ASSIGNMENT: From first line to last, print the records exactly, but leave out the pictures.

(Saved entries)
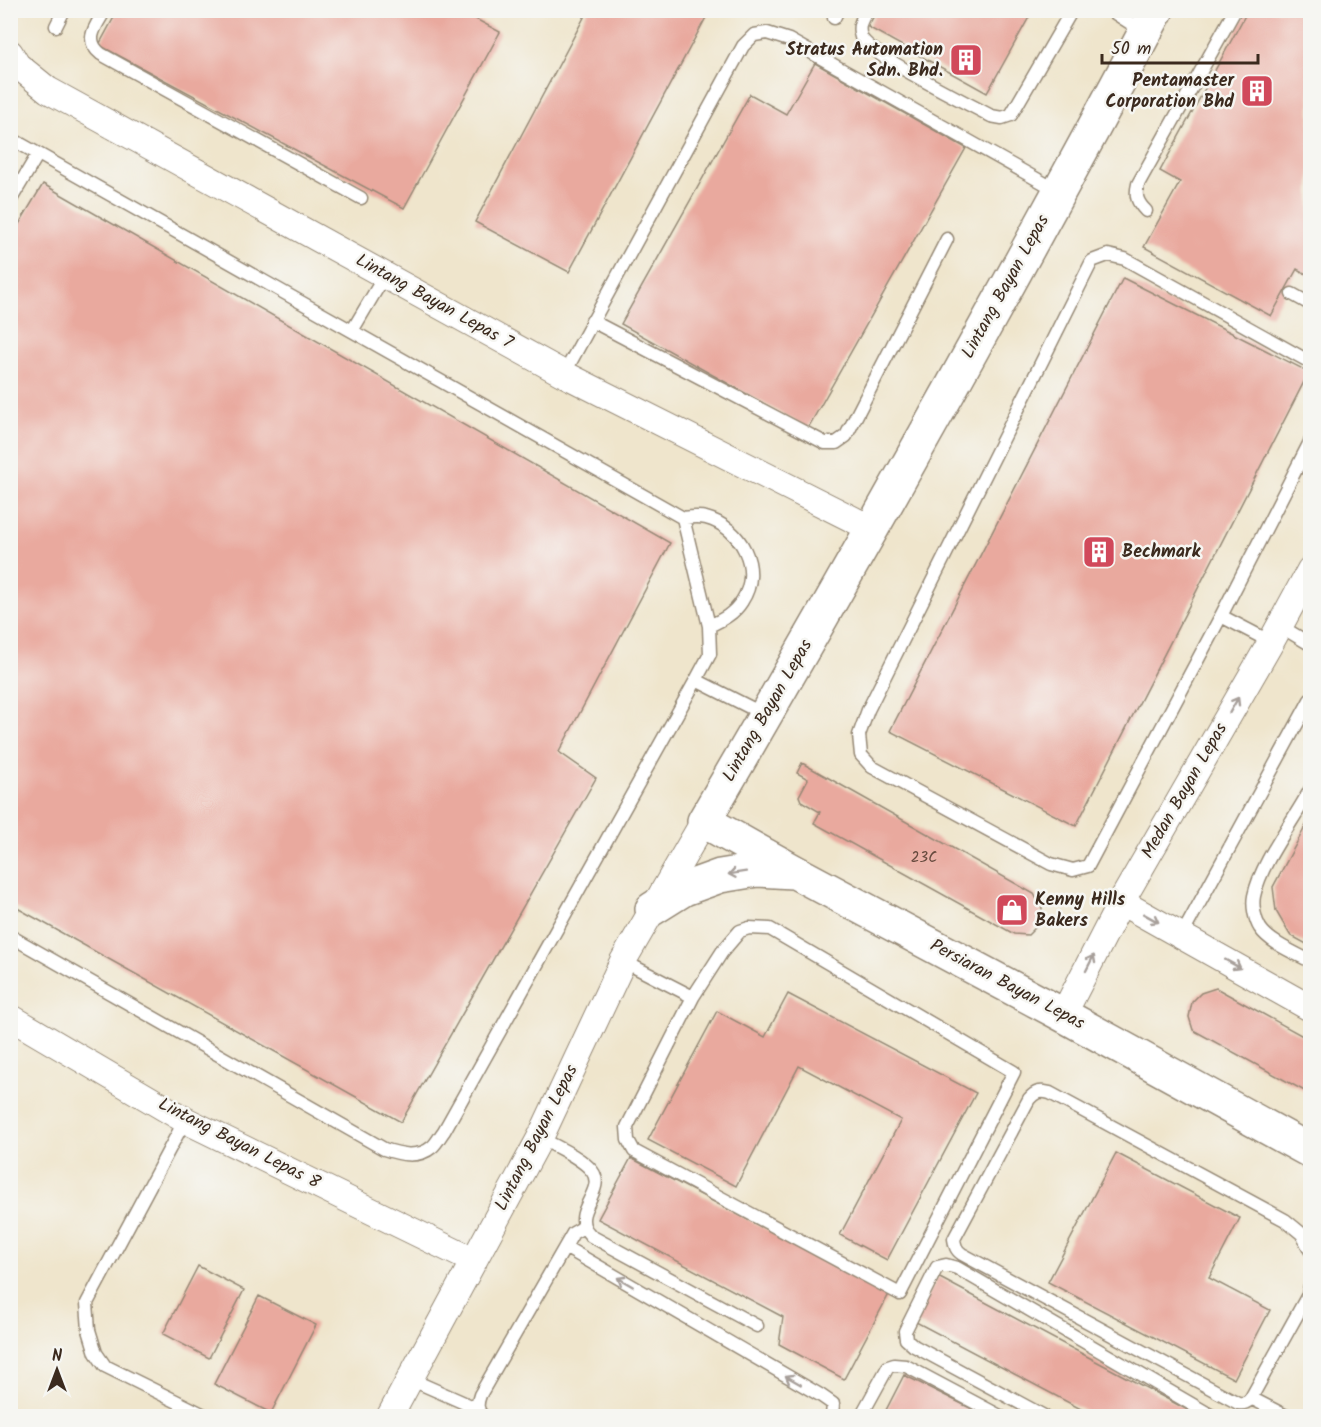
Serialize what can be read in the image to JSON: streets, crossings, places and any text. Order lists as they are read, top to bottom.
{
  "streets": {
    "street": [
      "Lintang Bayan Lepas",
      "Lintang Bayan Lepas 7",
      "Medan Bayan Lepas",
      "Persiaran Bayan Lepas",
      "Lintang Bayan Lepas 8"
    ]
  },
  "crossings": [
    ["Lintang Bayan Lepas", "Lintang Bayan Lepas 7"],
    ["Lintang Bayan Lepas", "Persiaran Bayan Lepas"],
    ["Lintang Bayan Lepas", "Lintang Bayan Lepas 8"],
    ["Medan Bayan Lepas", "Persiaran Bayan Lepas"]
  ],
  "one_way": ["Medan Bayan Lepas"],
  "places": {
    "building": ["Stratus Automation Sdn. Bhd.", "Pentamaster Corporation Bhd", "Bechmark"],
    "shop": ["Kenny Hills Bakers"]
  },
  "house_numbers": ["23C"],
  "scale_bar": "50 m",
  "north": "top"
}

RESPONSE FOR THIS EXERCISE:
Serialize what can be read in the image to JSON: streets, crossings, places and any text. Order lists as they are read, top to bottom.
{
  "streets": {
    "street": [
      "Lintang Bayan Lepas",
      "Lintang Bayan Lepas 7",
      "Medan Bayan Lepas",
      "Persiaran Bayan Lepas",
      "Lintang Bayan Lepas 8"
    ]
  },
  "crossings": [
    ["Lintang Bayan Lepas", "Lintang Bayan Lepas 7"],
    ["Lintang Bayan Lepas", "Persiaran Bayan Lepas"],
    ["Lintang Bayan Lepas", "Lintang Bayan Lepas 8"],
    ["Medan Bayan Lepas", "Persiaran Bayan Lepas"]
  ],
  "one_way": ["Medan Bayan Lepas"],
  "places": {
    "building": ["Stratus Automation Sdn. Bhd.", "Pentamaster Corporation Bhd", "Bechmark"],
    "shop": ["Kenny Hills Bakers"]
  },
  "house_numbers": ["23C"],
  "scale_bar": "50 m",
  "north": "top"
}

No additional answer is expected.